Seguir no es igual que proseguir. Seguir es ciego y proseguir implica un pequeño tropiezo o una pequeña pausa. Una pequeña asunción de lo vivido. Admitir algo: quizás que se es mortal, o que mañana es mañana, o que algo duele de forma estúpida y desproporcionada, pero aún así duele.
Y luego seguir después de eso: Proseguir. Pocos verbos tan lúcidos y elocuentes como ese. Pocas cosas tan importantes en la vida.
III.
Cambiar de opinión. El cliché mierdero dice que "es de sabios". Yo no tengo ni puta idea lo que "sabio" significa en el diccionario de nadie. Pero comparto el cliché. Y lo comparto porque comparto también el proseguir, el escapar y el imaginar que se escapa.
Y estoy de acuerdo que virar salvajemente el timón no siempre es resultado de alguna inestabilidad mental que pueda curarse con pastillas y drogas: Virar el timón puede ser -indudablemente- cosa sabia. Sabia en los términos que la vida nos deja respecto a la sabiduría: Sabio porque duele, o sabio porque hace falta, o quizás sabio porque no hay resabio (valga la cacofonía) en el alma de ese-quien-vira-aquel-timón en donde pueda, realmente, sentirse en SU lugar y adecuado a las circunstancias del mundo.
Virar el timón es -y generalmente involucra- muchos cambios abruptos y no por ello menos deliciosos o aterrorizantes. Parar la rutina sin siquiera detenerla: hacer algo por uno mismo y que por añadidura es hacer algo por los otros: Quererse.
Desear dejar. O dejar de desear eso de conocerlo todo. O de saberse todos los caminos. Descubrir nuevos. O desearlo -otra vez, sí- y al menos. Y ello, no por onírico, deja de ser válido. Ergo, todo lo anterior.

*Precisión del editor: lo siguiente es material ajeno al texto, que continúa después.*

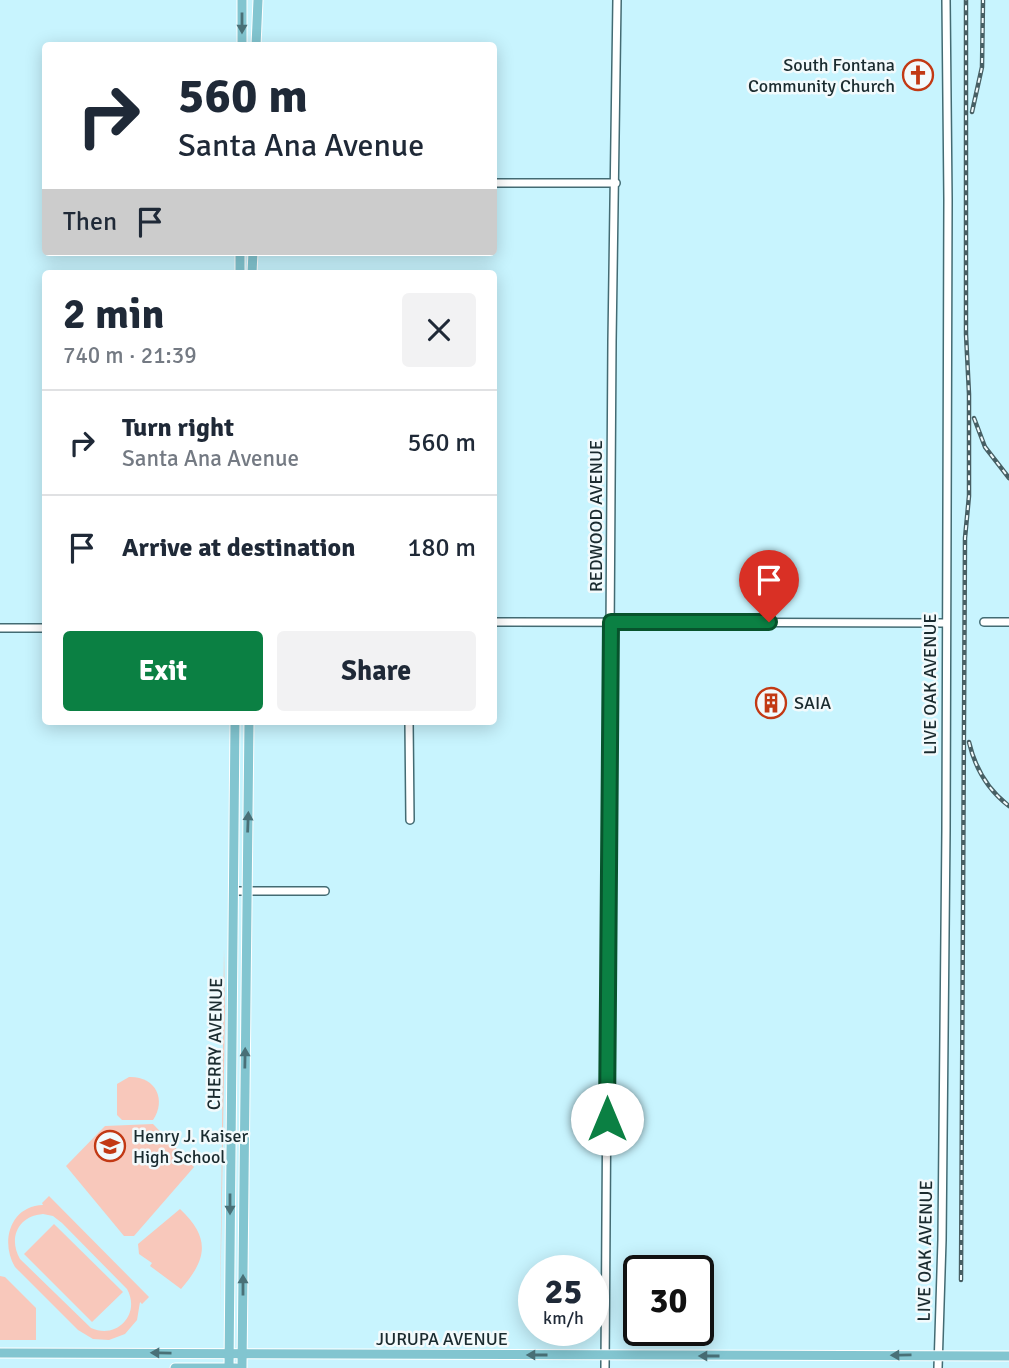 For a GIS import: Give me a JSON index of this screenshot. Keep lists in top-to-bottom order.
{
  "streets": {
    "main road": ["CHERRY AVENUE", "JURUPA AVENUE"],
    "street": ["REDWOOD AVENUE", "LIVE OAK AVENUE"]
  },
  "crossings": [
    ["REDWOOD AVENUE", "JURUPA AVENUE"],
    ["LIVE OAK AVENUE", "JURUPA AVENUE"],
    ["CHERRY AVENUE", "JURUPA AVENUE"]
  ],
  "one_way": ["JURUPA AVENUE"],
  "places": {
    "church": ["South Fontana Community Church"],
    "building": ["SAIA"],
    "school or university": ["Henry J. Kaiser High School"]
  },
  "page": {
    "turn": ["560 m", "Santa Ana Avenue"],
    "then": "Then",
    "heading": ["2 min", "740 m · 21:39"],
    "list": [
      {
        "name": "Turn right",
        "note": "Santa Ana Avenue",
        "value": "560 m"
      },
      {
        "name": "Arrive at destination",
        "value": "180 m"
      }
    ],
    "buttons": ["Exit", "Share"],
    "speed": "25 km/h",
    "limit": "30"
  }
}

Léase detenidamente y luego repita la operación.
IV.
Aterrizar.
Y dicen que para aterrizar hace falta una pista: ________________________________. Ahí va de regalo.
Una larga-larga-larga pista. Quizás repleta de miedo. Depresión. Necesidad de validarse a toda costa. ¿Por qué tomé tal decisión o tal otra? ¿Por qué se me ocurrió que virar el timón era tan fantabuloso, así, tan de repente? ¿Por qué no puedo asirme a esa emoción de entonces, ahora mismo? ¿Dónde está esa certeza? ¿Quién se la llevó? O mejor dicho: ¿Quién COJONES se la llevó de aquí?
V.
Incertidumbre. Es quizás la parte más terrible de toda esta aventura: El momento más dubitativo de todos nuestros ciclos. Dudar de nosotros mismos. Dudar de todo. Dudar de todos. Doblarse ante la angustia y redoblarse ante su compañera, la ansiedad.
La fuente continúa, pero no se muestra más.